* _Task data_
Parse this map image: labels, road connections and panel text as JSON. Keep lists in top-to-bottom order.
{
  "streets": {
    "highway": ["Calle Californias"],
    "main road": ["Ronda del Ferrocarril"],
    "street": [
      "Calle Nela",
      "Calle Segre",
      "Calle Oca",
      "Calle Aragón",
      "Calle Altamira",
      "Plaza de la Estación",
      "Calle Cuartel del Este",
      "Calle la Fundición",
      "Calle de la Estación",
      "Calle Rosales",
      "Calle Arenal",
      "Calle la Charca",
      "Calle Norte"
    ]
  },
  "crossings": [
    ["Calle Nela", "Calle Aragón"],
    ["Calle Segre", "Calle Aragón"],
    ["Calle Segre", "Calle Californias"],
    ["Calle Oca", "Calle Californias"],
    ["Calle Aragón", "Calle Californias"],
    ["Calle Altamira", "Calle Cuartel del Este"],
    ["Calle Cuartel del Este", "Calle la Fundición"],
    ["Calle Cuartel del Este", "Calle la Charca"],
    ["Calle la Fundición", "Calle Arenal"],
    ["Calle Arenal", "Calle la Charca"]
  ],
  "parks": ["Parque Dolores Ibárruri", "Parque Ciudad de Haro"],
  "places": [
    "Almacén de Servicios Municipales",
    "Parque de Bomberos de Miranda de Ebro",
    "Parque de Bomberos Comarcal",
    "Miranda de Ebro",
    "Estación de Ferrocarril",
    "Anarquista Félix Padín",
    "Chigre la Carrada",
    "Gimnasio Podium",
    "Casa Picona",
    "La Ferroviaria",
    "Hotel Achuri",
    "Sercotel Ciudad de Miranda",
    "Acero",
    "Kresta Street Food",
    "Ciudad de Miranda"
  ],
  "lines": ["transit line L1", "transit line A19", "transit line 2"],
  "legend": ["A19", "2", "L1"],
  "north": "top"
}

* _What you have to do_
Going through the records above, state how many lines include the word "Miranda", and give no other text.

* _Exercise output_
4